Redis Flash Sale with Redisson Lock and Lua Script
A flash sale (seckill) implementation uses Redisson for distributed locking and an atomic Lua script executed inside Redis. The script checks available stock and decrements it if sufficient, returning 1 for success and 0 for failure.
public class FlashSaleProcessor {
private final RedissonClient redissonClient;
private final String reductionScript;
public FlashSaleProcessor(RedissonClient redissonClient) {
this.redissonClient = redissonClient;
this.reductionScript =
"local available = redis.call('get', KEYS[1])\n" +
"if available and tonumber(available) >= tonumber(ARGV[1]) then\n" +
" redis.call('decrby', KEYS[1], ARGV[1])\n" +
" return 1\n" +
"else\n" +
" return 0\n" +
"end";
}
public boolean executeFlashSale(String itemCode, int amount) {
RLock lock = redissonClient.getLock(itemCode);
try {
lock.lock();
RScript script = redissonClient.getScript();
List<Object> result = script.eval(
RScript.Mode.READ_WRITE,
reductionScript,
RScript.ReturnType.INTEGER,
Collections.singletonList(itemCode),
String.valueOf(amount)
);
return result != null && !result.isEmpty() && (int) result.get(0) == 1;
} finally {
lock.unlock();
}
}
}
The constructor loads the Lua script once. The executeFlashSale method acquires a distributed lock on the item code, runs the script inside Redis, and interprets the result. Lock release is ensured in the finally block.

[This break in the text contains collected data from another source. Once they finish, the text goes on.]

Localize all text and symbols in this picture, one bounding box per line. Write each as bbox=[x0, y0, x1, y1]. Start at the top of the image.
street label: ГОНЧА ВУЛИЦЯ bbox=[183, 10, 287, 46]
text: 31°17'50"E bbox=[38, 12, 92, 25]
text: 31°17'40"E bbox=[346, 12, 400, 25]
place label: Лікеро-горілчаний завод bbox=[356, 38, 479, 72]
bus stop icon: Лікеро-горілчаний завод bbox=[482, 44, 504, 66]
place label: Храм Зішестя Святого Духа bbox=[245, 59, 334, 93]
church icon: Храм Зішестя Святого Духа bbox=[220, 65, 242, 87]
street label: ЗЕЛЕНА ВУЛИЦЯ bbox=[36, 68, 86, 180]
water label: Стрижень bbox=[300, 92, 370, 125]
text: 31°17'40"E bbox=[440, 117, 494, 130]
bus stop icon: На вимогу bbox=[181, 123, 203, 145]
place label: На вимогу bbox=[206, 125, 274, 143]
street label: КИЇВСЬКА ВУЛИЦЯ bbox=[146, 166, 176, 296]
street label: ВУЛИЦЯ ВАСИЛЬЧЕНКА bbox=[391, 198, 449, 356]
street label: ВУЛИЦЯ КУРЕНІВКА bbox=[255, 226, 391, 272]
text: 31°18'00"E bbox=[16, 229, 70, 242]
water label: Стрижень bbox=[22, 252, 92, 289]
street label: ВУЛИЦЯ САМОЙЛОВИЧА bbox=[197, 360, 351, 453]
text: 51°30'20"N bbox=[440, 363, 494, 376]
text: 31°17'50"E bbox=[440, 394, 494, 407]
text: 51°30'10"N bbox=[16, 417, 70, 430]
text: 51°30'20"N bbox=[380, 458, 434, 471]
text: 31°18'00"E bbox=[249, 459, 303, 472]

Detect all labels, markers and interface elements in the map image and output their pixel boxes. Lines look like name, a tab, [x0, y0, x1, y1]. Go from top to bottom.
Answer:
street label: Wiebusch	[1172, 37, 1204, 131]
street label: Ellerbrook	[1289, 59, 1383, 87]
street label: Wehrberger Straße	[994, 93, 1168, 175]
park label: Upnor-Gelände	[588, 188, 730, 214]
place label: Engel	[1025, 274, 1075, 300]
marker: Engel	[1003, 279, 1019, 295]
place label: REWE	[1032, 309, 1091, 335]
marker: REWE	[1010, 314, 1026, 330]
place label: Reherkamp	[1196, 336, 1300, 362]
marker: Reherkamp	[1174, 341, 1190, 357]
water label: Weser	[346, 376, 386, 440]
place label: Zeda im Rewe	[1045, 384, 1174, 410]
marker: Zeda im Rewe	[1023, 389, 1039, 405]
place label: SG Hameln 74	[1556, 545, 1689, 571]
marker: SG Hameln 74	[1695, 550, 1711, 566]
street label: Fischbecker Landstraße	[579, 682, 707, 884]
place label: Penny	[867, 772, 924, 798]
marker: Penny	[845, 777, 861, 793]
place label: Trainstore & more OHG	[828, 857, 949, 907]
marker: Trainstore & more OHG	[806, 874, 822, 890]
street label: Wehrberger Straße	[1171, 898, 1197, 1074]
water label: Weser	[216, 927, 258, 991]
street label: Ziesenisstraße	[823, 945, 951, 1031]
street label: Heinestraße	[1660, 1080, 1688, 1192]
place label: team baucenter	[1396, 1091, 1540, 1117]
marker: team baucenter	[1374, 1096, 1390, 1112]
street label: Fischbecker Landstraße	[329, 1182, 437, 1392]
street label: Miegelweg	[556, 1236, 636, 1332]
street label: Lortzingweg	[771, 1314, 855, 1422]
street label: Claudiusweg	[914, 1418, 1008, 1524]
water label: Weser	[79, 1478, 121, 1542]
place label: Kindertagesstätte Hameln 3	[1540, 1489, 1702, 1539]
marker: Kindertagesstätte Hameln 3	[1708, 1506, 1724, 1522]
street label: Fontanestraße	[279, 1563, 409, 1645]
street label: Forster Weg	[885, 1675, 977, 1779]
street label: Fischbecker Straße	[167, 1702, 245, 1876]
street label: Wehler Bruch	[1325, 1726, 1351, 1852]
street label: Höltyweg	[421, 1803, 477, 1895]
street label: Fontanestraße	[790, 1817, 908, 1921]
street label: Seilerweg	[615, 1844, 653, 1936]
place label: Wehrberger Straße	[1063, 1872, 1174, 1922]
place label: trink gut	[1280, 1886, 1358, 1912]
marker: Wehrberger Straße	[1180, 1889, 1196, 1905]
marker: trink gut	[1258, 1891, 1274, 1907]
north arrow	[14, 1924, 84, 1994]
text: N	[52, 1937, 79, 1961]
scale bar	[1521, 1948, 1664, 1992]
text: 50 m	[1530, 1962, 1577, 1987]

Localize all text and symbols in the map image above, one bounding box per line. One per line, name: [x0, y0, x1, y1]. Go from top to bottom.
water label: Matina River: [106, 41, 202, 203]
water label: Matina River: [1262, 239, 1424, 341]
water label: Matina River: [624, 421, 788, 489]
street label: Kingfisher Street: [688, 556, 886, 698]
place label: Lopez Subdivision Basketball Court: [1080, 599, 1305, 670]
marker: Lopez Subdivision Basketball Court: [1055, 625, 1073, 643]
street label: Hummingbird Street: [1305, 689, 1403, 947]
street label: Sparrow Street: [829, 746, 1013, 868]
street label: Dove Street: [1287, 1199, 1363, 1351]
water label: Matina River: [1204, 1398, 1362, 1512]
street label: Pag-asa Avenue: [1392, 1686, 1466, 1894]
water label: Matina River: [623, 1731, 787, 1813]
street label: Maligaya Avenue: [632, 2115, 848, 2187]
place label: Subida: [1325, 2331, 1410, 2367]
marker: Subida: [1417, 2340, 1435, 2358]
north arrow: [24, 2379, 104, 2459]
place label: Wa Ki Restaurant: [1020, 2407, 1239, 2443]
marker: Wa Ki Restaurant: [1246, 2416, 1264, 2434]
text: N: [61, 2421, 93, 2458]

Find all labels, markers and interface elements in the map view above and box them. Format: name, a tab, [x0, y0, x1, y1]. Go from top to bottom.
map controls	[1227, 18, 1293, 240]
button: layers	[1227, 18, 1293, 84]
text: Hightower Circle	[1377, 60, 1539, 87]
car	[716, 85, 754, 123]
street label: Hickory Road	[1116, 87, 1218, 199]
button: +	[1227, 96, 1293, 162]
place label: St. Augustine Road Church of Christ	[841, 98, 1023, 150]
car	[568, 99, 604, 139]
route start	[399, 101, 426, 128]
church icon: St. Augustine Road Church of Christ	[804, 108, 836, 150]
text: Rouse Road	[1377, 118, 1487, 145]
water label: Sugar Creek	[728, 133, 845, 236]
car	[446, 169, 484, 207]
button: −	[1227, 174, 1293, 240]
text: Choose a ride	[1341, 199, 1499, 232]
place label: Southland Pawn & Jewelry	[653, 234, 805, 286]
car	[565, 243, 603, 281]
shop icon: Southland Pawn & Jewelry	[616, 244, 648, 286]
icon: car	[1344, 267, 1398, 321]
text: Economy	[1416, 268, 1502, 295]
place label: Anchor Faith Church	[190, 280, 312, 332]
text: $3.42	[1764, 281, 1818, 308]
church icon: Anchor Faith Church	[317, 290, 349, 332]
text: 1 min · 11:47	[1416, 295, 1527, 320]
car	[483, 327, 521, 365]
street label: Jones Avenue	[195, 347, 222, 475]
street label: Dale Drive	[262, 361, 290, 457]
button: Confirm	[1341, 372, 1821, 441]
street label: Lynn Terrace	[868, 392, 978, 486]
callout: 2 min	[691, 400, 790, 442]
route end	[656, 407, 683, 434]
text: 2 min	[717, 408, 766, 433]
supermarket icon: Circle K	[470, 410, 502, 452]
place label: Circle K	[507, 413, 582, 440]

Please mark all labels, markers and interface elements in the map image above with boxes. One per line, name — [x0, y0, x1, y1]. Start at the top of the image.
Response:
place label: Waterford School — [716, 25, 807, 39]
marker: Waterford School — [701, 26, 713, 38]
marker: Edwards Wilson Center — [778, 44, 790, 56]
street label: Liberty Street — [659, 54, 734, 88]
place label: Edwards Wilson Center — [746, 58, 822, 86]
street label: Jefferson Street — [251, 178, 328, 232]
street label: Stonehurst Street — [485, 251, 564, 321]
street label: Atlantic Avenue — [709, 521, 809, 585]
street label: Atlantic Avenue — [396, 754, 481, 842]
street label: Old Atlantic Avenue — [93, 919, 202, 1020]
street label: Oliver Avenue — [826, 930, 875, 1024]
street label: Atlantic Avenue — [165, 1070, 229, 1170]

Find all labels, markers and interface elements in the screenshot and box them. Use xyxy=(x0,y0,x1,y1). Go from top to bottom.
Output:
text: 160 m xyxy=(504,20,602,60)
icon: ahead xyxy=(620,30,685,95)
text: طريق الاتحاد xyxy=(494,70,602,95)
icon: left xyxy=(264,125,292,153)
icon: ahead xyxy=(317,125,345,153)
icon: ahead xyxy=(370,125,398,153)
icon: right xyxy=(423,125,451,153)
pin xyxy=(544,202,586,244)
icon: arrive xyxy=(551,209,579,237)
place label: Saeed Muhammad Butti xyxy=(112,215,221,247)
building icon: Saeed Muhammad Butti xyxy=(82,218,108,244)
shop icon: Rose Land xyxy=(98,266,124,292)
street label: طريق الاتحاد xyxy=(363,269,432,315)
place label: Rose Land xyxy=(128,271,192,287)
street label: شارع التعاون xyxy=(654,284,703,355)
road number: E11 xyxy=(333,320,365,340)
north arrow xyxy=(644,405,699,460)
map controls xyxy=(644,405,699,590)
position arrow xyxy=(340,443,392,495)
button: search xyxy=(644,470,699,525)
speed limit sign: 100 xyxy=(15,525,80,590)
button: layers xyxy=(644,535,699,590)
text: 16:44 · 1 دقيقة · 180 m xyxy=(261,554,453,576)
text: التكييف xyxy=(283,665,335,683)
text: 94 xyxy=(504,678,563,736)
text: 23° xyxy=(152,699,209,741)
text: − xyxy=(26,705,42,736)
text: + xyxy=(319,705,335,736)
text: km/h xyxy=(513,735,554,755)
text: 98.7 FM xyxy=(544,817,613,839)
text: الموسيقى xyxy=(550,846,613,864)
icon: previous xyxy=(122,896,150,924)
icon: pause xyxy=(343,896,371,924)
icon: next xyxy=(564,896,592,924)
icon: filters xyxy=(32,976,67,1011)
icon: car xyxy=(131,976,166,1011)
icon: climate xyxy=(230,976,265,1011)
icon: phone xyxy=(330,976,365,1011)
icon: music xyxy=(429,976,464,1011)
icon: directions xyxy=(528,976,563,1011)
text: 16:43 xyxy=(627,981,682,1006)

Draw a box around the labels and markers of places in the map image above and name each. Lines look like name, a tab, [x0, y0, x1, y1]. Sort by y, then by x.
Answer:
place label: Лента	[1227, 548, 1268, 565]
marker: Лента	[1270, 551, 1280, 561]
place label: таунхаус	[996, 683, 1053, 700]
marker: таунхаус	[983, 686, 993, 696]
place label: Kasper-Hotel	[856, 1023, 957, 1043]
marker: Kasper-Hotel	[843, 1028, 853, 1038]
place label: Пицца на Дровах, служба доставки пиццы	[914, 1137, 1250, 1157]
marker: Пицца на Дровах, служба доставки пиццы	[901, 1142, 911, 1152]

Elasticsearch for System Log Retrieval
System logs are indexed into Elasticsearch, enabling fast full‑text search and aggregation. Log shippers (like Filebeat) push logs into a dedicated index, and queries can filter by timestamp, severity, or custom fields. Kibana dashboards visualize log activity but the core retrieval relies on Elasticsearch’s search API.
Redis‑Powered Features Using Multiple Data Types
Like/Unlike with Sets
A Redis Set stores user IDs who liked a post. SADD post:{id}:likes userId records a like; SREM removes it. SCARD returns the total likes. To check if a user liked, SISMEMBER is used.
Nearby Shop Discovery with GEO
Shop locations are stored using the GEO data type. GEOADD shops:locations lon lat shopId adds a shop. Queries like GEORADIUS shops:locations lon lat radius km return sorted results with optional WITHDIST.
Daily Check‑in with Bitmap
A Bitmap tracks user check‑ins per month (e.g., key checkin:2024:04:uid). SETBIT key day-of-month 1 marks attendance. BITCOUNT key counts total days. Bitfields can compute consecutive streaks.
Unique User Statistics with HyperLogLog
HyperLogLog approximates unique visitors with minimal memory. PFADD page:uv userId adds a user; PFCOUNT page:uv returns the estimated unique count. Multiple HLL keys can be merged with PFMERGE for aggregated stats.
Resumable File Upload with Chunk Tracking
A file is split into chunks, and each uploaded chunk is recorded in a database table. Before uploading, the client queries the highest sequence number already stored to continue from the next chunk. The implementation uses SQL to track progress:
SELECT sequence_no
FROM chunk_uploads
WHERE file_id = 'file123'
ORDER BY sequence_no DESC LIMIT 1;
If the upload fails, the client can resume from sequence_no+1. Once the entire file is reconsturcted, all entries for that file are deleted:
DELETE FROM chunk_uploads WHERE file_id = 'file123';
Data loss considerations: Relying solely on a database for chunk tracking introduces a risk if a chunk is successfully written to storage but the corresponding database record fails to insert (e.g., due to a transaction rollback). To mitigate this, the upload process should be designed with idempotent chunk storage and a two‑phase commit pattern where the chunk record is only inserted after the file store persists the data, or by using atomic metadata updates on the storage system itself.